I have spent the past four years studying, researching and talking about abortion. I’ve met abortionists, their assistants, people who have had abortions and people who have prosecuted illegal abortionists.

On one memorable occasion I spent an afternoon at a high security prison with an abortionist who also happened to be America’s most prolific serial killer. He sang a French love song to my wife and kept touching her leg.

The song was Jacques Brel's Ne Me Quitte Pas (Don't Leave Me). We did leave him. Rather quickly, as it happens.

And so I have had quite the interest in the current referendum campaign to repeal the Eight Amendment banning abortion.

READ MORE

I know the polls predict a win for Repeal but I’m just not seeing it. Of course living so far from the fray it’s possible I’m missing something, but no matter where I look and who I talk to I see and hear a campaign that is in trouble.

Take Twitter – it is an awful place a lot of the time but it is where some people argue and spread information in real time. At first glance it looked like the pro-life side were dominating the argument. A lot of leading Repealers may be young urban types but, unusually for that demographic, they didn’t seem very active on Twitter.

So I tried to follow more relevant people but found I was actually blocked by many prominent Repealers and many not so prominent campaigners.
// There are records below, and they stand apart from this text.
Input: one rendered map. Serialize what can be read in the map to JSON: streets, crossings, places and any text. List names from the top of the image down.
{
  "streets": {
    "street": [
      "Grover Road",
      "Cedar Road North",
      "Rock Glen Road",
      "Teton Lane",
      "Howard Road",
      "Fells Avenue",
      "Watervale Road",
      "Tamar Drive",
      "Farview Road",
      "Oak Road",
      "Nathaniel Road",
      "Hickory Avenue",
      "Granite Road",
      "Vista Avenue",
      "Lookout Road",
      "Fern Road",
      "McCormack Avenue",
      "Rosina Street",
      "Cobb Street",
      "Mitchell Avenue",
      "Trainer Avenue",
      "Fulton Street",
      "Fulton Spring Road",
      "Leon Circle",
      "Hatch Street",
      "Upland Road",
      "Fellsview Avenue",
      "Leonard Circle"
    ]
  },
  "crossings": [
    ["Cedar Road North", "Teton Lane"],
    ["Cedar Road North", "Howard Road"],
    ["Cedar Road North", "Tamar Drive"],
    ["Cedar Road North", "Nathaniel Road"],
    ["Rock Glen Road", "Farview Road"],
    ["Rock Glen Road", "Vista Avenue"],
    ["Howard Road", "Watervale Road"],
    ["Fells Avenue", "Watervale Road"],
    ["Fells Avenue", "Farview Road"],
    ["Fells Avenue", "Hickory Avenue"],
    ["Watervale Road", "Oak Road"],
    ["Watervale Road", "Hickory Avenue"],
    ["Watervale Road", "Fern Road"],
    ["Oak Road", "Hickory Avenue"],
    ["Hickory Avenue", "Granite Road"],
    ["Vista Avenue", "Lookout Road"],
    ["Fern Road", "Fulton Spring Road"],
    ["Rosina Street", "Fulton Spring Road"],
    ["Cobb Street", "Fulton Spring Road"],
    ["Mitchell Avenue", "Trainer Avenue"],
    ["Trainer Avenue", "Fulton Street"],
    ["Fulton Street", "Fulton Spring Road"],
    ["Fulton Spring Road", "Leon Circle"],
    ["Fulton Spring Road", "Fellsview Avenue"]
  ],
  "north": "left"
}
What could I have done to provoke such a comprehensive blocking?

Then I saw an article in the UK Wired magazine about the "Repeal Shield" list, Subscribe to the Shield and everyone listed is automatically blocked by your Twitter account and you never have to interact with them or even see their arguments.

Echo chamber

That’s right. As some polls show support for Repeal dropping, the Repeal side is putting resources into making sure their supporters never have to engage with, argue with or persuade those on the other side or even those who could be persuadable but still have doubts.

Many political campaigns are accused of operating in an echo chamber but Repeal is the only one I have ever heard of where they have actually deliberately made it a strategy.

According to friends, there is a similar lack of engagement at street level. In Dublin posters from both sides are common but outside the cities its seems to be pro-life posters all the way.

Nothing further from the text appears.